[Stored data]
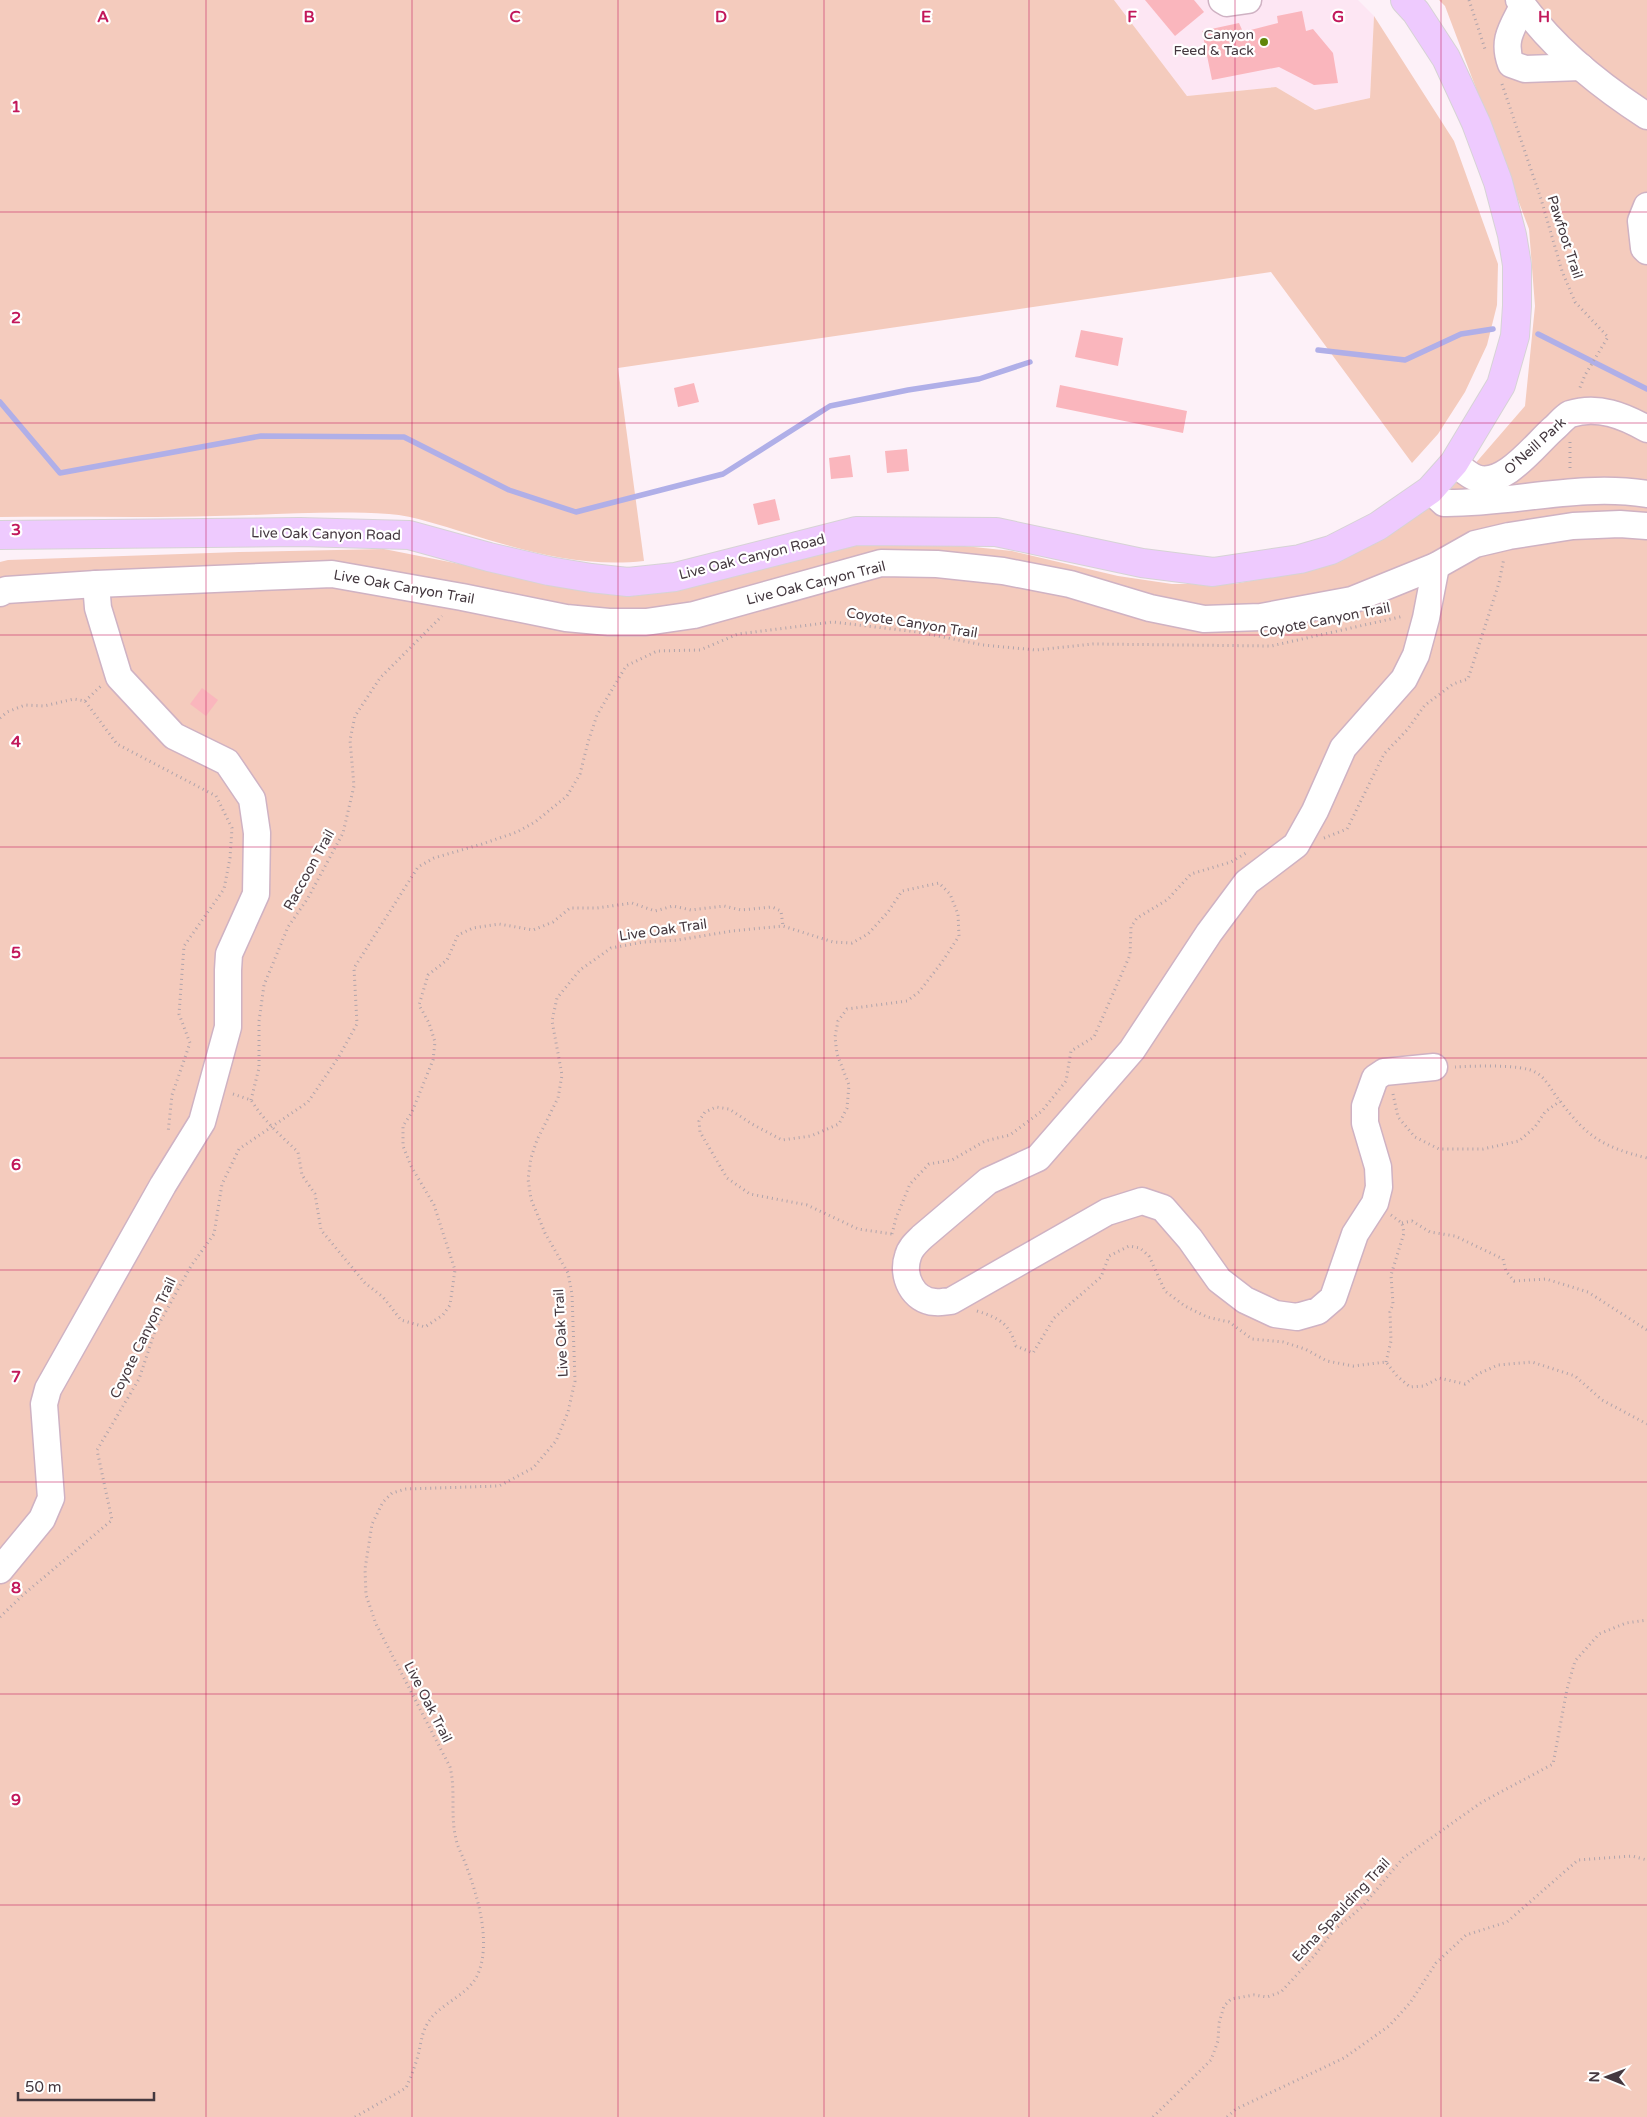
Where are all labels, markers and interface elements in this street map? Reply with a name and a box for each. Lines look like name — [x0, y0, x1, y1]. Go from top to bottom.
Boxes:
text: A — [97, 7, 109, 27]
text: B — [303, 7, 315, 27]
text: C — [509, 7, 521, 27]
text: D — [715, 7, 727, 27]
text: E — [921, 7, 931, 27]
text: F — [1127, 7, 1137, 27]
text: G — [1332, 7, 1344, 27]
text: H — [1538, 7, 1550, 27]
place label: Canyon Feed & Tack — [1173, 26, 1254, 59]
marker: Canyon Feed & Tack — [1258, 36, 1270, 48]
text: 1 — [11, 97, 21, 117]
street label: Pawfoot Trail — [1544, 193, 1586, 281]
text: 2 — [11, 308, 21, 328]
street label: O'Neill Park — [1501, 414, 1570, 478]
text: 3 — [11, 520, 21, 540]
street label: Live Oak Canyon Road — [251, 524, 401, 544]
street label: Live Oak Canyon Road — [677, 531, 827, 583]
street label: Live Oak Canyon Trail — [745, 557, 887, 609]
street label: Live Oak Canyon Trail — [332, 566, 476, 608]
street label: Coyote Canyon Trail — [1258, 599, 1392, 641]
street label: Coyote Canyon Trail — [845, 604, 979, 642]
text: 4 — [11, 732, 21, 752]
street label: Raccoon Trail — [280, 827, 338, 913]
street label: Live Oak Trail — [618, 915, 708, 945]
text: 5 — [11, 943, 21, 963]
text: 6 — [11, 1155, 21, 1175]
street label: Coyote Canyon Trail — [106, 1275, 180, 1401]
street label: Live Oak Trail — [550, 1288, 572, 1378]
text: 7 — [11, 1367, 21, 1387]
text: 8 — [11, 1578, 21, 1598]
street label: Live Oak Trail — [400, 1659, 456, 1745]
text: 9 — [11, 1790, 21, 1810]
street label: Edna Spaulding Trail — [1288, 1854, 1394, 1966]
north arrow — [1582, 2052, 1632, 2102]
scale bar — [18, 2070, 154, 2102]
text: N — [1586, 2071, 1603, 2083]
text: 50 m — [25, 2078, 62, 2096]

Exercise objective: Tell how many lines of the data include the word "Tack", and nothing else.

Exercise response: 2